Gert-Jan Oskam ficou tetraplégico em 2011 num acidente de bicicleta que lhe provocou uma lesão incompleta da medula espinhal e o prognóstico era desanimador: nunca mais poderia voltar a andar, o médico que então o operou disse-lhe que o máximo que o seu corpo iria permitir seria coçar o nariz, lembrou em 2020 ao Wings Life World Run.

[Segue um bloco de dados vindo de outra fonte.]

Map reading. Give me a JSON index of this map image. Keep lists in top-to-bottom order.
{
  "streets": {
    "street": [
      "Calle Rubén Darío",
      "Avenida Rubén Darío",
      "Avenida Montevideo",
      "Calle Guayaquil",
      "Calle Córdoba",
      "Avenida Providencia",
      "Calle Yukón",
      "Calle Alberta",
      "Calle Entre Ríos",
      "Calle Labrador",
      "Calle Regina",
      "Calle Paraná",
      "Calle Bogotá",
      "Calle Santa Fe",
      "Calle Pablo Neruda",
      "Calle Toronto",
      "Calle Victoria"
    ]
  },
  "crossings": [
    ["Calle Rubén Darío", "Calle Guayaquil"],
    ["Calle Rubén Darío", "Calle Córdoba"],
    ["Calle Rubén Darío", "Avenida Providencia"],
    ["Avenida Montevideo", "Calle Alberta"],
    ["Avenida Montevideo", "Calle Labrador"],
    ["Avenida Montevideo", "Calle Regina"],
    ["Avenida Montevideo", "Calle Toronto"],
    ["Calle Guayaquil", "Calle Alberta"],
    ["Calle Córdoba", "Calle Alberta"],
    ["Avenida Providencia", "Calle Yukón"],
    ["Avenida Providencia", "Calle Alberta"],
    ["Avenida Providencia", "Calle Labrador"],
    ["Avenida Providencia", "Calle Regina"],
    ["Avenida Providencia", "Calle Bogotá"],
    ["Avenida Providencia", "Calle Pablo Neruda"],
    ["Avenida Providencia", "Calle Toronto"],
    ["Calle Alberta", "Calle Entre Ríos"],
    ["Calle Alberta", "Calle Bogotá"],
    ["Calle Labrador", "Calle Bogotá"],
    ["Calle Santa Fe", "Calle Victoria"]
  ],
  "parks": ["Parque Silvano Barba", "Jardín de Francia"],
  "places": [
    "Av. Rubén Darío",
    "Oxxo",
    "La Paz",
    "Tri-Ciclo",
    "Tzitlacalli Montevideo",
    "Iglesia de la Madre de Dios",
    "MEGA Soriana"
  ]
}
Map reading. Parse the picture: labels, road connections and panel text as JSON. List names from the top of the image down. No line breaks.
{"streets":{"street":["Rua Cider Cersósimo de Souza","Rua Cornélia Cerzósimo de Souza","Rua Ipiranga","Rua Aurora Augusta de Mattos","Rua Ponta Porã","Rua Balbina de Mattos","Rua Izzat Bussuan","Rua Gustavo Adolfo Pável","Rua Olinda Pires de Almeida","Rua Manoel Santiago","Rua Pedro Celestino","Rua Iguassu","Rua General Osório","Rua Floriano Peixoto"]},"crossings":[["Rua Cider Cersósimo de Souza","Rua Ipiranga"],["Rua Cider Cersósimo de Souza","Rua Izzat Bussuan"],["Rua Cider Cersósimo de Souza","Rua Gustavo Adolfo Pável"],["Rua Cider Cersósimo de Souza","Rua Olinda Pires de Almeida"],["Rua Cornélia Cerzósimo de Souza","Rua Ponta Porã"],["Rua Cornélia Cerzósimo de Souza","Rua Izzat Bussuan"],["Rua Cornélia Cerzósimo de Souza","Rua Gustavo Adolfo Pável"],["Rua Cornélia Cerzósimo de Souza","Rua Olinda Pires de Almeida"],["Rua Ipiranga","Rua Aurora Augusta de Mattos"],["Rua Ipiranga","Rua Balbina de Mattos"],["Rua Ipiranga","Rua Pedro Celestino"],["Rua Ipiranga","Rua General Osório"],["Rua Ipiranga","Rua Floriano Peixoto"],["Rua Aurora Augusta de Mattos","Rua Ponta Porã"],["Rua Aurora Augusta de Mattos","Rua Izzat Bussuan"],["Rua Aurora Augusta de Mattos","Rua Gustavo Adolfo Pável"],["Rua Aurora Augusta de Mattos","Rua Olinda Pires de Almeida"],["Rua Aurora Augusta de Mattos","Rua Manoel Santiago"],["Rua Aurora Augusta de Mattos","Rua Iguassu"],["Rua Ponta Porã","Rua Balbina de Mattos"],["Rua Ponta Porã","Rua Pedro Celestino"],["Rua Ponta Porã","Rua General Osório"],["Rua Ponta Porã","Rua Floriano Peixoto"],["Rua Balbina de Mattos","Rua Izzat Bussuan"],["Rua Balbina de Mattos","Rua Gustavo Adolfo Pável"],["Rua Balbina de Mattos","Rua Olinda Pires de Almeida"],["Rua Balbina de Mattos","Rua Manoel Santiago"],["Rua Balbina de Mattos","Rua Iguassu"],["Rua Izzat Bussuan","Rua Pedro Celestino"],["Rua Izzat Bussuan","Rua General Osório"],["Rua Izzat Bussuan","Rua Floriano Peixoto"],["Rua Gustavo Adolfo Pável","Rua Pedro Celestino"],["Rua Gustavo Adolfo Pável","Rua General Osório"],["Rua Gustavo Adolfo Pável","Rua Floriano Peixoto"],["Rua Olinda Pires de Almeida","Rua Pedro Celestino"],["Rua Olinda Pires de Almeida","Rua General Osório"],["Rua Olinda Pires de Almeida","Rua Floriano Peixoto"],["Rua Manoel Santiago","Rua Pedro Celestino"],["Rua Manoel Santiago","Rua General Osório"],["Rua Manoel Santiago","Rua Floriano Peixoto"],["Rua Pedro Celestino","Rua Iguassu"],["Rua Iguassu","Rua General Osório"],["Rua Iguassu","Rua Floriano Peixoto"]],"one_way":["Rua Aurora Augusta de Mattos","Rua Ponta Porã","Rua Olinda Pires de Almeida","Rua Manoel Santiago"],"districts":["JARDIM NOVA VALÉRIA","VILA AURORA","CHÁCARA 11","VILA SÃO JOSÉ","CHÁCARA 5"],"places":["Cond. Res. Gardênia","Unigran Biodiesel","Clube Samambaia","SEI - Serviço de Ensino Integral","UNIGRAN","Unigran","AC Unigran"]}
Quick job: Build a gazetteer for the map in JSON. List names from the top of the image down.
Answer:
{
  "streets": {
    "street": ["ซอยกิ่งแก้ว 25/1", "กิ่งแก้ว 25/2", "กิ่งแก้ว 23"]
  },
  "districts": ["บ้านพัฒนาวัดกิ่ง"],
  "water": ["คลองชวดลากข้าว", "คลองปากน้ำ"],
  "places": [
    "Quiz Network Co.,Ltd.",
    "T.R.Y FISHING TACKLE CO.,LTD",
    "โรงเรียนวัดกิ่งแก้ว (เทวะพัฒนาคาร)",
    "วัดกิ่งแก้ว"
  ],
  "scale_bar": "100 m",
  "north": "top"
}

O holandês não desistiu. Procurou outros tratamentos e agora, graças a uma nova tecnologia do Instituto Politécnica de Lausanne, na Suíça, conseguiu o que parecia impossível há 12 anos: subir escadas e andar mais de 100 metros com auxílio de um andarilho ou muletas. O programa de neurorreabilitação restaurou a ligação entre o cérebro e a zona da medula que tinha sido lesionada. Basicamemente, os implantes eletrónicos que funcionam sem fios, permitem que o seu cérebro dê ordens às pernas e aos pés através de um outro implante na coluna. “Sinto-me como um bebé que está a aprender a andar” disse Oskam à BBC. “Tem sido uma longa jornada mas agora posso ficar de pé e beber uma cerveja com o meu amigo. É um prazer que muitas pessoas não entendem”, sublinhou.

O tratamento começou em 2017, quando Oskam foi dos primeiros humanos a usar um sistema até então testado em ratos, que emitia impulsos elétricos na medula espinal, sincronizando-os com os seus movimentos. Estes animais, que tinham a coluna vertebral partida em dois, conseguiram dar mais de mil passos.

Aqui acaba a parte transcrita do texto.